• [Dataset excerpts]:
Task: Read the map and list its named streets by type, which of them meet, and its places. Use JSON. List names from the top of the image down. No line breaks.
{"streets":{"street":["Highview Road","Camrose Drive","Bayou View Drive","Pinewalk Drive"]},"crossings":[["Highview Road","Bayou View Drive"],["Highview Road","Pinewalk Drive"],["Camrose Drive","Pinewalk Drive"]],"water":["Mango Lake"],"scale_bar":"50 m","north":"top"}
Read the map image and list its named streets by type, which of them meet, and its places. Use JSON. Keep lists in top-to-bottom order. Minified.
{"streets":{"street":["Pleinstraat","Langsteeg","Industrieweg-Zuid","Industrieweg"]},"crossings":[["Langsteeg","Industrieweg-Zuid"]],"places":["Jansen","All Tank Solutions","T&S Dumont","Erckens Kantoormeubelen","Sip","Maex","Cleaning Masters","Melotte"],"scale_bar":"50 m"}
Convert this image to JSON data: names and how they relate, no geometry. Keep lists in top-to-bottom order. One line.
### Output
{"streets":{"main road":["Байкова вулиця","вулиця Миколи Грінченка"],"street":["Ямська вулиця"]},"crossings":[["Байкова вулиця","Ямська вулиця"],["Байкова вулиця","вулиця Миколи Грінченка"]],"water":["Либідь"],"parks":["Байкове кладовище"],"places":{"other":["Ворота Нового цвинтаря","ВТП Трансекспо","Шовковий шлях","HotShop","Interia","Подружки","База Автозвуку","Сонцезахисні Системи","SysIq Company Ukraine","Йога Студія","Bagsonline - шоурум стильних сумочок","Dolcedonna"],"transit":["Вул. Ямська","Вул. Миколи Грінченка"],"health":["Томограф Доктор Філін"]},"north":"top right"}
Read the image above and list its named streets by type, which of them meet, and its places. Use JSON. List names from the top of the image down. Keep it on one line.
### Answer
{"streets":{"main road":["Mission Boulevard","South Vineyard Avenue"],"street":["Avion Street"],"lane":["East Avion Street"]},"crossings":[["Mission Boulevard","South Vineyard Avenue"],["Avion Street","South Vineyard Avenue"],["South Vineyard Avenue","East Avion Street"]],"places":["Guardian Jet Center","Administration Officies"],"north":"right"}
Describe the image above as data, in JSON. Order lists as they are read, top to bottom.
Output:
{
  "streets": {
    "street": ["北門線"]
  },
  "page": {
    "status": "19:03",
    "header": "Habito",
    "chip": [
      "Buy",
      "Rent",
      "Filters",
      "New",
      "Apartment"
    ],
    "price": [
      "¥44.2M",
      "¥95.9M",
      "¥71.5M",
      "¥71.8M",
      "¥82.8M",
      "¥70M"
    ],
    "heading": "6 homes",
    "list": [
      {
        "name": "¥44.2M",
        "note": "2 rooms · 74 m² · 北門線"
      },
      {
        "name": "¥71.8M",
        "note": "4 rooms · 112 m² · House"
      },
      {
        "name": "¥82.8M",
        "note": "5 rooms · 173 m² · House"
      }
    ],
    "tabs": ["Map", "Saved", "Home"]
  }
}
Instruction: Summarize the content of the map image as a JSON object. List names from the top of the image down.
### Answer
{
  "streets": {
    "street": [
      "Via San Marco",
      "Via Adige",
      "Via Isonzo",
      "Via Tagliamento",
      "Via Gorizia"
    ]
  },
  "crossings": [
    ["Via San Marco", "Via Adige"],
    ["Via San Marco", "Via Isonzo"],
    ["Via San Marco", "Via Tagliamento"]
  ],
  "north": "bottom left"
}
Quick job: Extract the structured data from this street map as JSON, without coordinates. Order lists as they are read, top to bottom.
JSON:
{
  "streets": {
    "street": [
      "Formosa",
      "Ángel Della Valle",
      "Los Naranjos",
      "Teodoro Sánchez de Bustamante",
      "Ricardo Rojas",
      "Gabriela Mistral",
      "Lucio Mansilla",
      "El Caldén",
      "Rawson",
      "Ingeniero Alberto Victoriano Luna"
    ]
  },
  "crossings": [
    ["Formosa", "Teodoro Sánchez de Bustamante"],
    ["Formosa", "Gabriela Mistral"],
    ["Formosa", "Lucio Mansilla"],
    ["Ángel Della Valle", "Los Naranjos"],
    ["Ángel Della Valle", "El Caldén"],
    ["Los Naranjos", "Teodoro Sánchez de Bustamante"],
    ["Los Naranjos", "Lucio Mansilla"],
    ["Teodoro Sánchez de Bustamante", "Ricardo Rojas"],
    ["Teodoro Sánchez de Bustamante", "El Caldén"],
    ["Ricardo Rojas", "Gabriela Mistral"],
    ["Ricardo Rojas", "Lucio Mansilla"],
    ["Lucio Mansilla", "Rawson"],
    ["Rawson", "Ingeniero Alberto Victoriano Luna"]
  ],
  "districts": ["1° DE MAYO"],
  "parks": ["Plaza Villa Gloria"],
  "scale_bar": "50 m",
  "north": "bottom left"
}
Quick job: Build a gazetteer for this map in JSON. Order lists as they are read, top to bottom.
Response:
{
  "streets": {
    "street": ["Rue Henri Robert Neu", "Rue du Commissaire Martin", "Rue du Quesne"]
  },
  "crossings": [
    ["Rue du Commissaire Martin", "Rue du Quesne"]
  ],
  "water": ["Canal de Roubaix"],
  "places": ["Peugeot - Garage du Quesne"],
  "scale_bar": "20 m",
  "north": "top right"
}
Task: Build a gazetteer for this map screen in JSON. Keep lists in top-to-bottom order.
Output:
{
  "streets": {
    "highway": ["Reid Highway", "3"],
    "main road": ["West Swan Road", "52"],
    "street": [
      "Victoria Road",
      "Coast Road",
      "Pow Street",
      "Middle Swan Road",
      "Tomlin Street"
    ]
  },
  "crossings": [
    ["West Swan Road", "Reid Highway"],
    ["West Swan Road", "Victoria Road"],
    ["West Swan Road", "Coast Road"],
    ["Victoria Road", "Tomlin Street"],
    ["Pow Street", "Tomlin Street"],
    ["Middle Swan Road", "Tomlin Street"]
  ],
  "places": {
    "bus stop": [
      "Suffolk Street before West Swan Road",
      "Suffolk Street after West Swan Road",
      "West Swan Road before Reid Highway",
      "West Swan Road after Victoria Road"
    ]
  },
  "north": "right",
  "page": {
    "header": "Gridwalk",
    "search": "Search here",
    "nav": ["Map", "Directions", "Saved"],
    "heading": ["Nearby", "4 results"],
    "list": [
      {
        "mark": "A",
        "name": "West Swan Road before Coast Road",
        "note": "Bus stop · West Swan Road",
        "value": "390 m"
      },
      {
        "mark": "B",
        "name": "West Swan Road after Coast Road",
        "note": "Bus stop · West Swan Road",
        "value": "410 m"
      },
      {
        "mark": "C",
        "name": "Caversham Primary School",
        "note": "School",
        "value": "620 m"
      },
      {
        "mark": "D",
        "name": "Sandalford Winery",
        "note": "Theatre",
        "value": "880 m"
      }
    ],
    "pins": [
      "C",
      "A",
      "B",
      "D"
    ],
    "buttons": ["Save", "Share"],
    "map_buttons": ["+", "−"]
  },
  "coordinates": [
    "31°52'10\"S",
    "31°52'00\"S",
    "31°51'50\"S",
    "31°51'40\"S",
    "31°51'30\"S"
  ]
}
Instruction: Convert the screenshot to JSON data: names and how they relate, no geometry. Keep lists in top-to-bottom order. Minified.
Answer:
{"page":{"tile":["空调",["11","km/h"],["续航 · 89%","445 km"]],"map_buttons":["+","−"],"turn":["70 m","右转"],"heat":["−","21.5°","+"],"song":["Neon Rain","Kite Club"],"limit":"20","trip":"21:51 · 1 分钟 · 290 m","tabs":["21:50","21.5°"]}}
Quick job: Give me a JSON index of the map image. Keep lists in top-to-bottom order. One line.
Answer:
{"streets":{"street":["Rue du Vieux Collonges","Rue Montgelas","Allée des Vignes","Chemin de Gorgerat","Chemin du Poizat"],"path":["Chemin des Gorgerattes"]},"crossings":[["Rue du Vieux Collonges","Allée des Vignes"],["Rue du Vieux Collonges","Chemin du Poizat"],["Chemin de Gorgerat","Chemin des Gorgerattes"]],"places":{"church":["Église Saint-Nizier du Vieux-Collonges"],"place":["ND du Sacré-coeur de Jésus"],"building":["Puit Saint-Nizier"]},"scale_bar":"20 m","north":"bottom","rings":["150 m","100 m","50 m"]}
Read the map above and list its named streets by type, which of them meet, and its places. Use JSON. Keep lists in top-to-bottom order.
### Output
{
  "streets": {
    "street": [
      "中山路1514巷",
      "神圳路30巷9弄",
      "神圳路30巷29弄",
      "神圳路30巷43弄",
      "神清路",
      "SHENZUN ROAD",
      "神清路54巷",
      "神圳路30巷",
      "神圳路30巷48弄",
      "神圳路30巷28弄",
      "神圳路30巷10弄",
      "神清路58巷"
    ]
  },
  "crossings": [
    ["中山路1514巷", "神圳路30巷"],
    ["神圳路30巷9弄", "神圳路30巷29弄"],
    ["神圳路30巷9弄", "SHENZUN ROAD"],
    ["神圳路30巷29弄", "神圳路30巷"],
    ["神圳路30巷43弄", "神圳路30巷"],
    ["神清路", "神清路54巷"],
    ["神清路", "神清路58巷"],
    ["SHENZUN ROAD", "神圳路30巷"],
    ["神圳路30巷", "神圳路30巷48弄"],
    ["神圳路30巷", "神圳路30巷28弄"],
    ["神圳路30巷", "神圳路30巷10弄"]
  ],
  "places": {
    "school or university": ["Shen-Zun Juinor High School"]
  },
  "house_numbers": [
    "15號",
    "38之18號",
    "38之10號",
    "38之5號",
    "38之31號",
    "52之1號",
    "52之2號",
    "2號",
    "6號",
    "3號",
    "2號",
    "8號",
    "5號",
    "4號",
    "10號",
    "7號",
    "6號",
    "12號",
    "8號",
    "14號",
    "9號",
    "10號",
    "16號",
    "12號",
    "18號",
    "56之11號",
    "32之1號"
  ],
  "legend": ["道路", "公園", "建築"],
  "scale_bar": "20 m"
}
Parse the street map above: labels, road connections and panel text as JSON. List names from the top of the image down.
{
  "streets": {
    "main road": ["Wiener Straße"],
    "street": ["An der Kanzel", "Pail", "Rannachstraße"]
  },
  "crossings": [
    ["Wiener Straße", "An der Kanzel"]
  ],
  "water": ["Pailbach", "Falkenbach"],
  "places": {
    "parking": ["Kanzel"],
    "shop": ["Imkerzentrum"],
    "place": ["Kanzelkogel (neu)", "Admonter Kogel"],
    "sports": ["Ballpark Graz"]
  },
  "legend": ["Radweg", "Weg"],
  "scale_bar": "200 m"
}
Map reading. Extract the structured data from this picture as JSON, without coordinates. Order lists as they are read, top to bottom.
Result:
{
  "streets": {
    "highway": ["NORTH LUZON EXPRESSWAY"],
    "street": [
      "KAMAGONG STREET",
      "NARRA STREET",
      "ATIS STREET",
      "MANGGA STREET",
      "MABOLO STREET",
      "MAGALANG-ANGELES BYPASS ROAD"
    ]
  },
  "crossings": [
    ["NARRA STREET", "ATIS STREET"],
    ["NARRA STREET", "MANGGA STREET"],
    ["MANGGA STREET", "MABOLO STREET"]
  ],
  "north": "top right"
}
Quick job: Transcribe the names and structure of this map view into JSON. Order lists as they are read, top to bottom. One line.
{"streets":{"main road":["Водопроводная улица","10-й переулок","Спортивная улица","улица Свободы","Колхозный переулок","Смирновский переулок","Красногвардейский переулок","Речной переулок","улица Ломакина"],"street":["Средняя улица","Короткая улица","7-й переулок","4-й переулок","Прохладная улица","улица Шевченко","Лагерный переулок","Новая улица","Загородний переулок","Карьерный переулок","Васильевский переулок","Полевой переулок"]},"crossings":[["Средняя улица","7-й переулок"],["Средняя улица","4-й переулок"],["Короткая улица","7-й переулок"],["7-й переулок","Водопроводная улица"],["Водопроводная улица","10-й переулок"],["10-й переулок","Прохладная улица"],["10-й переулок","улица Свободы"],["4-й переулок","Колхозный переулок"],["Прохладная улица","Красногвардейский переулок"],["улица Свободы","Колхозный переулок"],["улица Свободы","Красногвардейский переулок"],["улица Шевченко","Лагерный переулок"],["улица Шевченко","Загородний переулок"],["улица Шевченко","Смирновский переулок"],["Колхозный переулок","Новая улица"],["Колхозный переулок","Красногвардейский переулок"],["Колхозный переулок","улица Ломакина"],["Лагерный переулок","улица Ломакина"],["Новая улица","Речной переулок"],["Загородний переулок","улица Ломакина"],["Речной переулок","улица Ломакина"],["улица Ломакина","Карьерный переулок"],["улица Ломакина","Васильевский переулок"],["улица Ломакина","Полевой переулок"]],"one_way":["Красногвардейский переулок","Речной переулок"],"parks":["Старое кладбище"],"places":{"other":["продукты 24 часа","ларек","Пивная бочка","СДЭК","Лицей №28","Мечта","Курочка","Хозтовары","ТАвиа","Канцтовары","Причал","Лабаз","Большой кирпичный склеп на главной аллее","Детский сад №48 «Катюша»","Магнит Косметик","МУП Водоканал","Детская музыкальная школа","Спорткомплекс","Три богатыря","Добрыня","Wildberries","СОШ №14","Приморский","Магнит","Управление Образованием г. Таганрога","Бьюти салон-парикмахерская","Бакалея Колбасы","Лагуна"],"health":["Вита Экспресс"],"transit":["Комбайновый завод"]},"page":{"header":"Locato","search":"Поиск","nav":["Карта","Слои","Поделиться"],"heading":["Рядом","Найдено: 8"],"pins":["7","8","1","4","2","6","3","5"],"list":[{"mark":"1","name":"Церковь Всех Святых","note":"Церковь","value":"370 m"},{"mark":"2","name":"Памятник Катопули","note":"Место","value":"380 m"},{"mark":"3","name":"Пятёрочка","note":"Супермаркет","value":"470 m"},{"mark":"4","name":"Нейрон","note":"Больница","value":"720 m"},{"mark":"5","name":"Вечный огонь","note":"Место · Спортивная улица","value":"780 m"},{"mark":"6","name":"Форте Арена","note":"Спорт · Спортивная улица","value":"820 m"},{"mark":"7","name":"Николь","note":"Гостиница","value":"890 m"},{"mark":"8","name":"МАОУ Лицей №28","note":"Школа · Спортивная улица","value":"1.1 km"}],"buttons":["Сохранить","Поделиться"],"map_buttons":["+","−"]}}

• [What the task asks]: All that is wanted is the stretch of lines above from the one containing "Instruction: Summarize the" through the one containing "Task: Build a", duplicated exactly.

• [Answer space]:
Instruction: Summarize the content of the map image as a JSON object. List names from the top of the image down.
### Answer
{
  "streets": {
    "street": [
      "Via San Marco",
      "Via Adige",
      "Via Isonzo",
      "Via Tagliamento",
      "Via Gorizia"
    ]
  },
  "crossings": [
    ["Via San Marco", "Via Adige"],
    ["Via San Marco", "Via Isonzo"],
    ["Via San Marco", "Via Tagliamento"]
  ],
  "north": "bottom left"
}
Quick job: Extract the structured data from this street map as JSON, without coordinates. Order lists as they are read, top to bottom.
JSON:
{
  "streets": {
    "street": [
      "Formosa",
      "Ángel Della Valle",
      "Los Naranjos",
      "Teodoro Sánchez de Bustamante",
      "Ricardo Rojas",
      "Gabriela Mistral",
      "Lucio Mansilla",
      "El Caldén",
      "Rawson",
      "Ingeniero Alberto Victoriano Luna"
    ]
  },
  "crossings": [
    ["Formosa", "Teodoro Sánchez de Bustamante"],
    ["Formosa", "Gabriela Mistral"],
    ["Formosa", "Lucio Mansilla"],
    ["Ángel Della Valle", "Los Naranjos"],
    ["Ángel Della Valle", "El Caldén"],
    ["Los Naranjos", "Teodoro Sánchez de Bustamante"],
    ["Los Naranjos", "Lucio Mansilla"],
    ["Teodoro Sánchez de Bustamante", "Ricardo Rojas"],
    ["Teodoro Sánchez de Bustamante", "El Caldén"],
    ["Ricardo Rojas", "Gabriela Mistral"],
    ["Ricardo Rojas", "Lucio Mansilla"],
    ["Lucio Mansilla", "Rawson"],
    ["Rawson", "Ingeniero Alberto Victoriano Luna"]
  ],
  "districts": ["1° DE MAYO"],
  "parks": ["Plaza Villa Gloria"],
  "scale_bar": "50 m",
  "north": "bottom left"
}
Quick job: Build a gazetteer for this map in JSON. Order lists as they are read, top to bottom.
Response:
{
  "streets": {
    "street": ["Rue Henri Robert Neu", "Rue du Commissaire Martin", "Rue du Quesne"]
  },
  "crossings": [
    ["Rue du Commissaire Martin", "Rue du Quesne"]
  ],
  "water": ["Canal de Roubaix"],
  "places": ["Peugeot - Garage du Quesne"],
  "scale_bar": "20 m",
  "north": "top right"
}
Task: Build a gazetteer for this map screen in JSON. Keep lists in top-to-bottom order.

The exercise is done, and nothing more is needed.